▶ [WHAT THE TASK ASKS]: Could you copy out all the lines in the material below where the word "park" occurs?

[EXTRACTED INFORMATION Boundary: Start]

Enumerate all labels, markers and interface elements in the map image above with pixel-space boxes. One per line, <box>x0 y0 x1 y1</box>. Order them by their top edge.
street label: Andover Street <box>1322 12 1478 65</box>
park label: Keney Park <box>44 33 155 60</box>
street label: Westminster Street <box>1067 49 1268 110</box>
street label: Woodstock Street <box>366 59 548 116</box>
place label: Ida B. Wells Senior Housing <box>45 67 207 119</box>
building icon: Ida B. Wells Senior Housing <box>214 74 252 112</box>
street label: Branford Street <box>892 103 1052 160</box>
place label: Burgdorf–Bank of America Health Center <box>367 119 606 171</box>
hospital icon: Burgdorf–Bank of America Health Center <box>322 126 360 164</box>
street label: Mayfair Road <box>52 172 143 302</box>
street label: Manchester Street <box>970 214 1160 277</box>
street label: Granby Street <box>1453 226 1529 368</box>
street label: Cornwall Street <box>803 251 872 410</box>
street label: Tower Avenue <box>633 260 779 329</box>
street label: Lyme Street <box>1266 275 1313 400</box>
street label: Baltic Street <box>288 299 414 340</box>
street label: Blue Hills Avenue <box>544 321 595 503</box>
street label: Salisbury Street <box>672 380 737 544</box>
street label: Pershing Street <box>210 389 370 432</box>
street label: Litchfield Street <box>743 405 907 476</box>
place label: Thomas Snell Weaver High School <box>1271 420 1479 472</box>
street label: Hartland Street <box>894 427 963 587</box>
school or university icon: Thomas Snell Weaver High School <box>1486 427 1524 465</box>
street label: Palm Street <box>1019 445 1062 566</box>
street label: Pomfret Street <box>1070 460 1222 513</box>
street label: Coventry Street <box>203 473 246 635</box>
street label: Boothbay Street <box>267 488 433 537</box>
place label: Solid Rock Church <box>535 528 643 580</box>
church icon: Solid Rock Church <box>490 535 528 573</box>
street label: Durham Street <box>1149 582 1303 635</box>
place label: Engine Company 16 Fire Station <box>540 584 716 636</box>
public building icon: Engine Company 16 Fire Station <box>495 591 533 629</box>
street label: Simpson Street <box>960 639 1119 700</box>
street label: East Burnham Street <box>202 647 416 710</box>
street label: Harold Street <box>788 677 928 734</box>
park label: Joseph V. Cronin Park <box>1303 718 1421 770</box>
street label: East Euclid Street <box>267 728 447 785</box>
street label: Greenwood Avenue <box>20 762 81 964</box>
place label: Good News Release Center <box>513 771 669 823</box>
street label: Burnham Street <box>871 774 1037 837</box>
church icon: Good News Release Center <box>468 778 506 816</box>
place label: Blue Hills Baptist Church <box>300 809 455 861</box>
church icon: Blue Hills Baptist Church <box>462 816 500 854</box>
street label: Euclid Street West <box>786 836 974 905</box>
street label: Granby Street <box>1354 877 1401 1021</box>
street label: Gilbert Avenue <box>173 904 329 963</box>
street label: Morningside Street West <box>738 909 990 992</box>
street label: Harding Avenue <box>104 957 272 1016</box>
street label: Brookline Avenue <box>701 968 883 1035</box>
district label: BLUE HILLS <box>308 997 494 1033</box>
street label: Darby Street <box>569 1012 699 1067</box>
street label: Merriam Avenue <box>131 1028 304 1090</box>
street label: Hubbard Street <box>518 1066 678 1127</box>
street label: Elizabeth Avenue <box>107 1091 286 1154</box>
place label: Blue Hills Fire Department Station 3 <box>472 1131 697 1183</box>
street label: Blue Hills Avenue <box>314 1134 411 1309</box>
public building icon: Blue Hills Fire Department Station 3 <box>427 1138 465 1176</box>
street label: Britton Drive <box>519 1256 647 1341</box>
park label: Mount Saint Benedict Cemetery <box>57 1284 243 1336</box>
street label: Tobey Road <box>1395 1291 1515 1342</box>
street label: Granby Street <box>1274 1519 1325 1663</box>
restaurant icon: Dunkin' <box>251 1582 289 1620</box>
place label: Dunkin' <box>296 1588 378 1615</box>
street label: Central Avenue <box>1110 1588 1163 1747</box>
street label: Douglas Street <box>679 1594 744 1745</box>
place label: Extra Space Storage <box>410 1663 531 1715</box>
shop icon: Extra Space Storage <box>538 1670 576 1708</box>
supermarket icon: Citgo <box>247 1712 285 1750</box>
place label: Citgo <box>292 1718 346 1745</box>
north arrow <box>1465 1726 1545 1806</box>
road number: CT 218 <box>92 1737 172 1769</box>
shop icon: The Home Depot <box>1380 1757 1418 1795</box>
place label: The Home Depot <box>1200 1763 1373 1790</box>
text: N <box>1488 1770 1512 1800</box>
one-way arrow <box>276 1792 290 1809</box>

[EXTRACTED INFORMATION Boundary: End]

▶ [RESPONSE FOR THIS EXERCISE]:
park label: Keney Park <box>44 33 155 60</box>
park label: Joseph V. Cronin Park <box>1303 718 1421 770</box>
park label: Mount Saint Benedict Cemetery <box>57 1284 243 1336</box>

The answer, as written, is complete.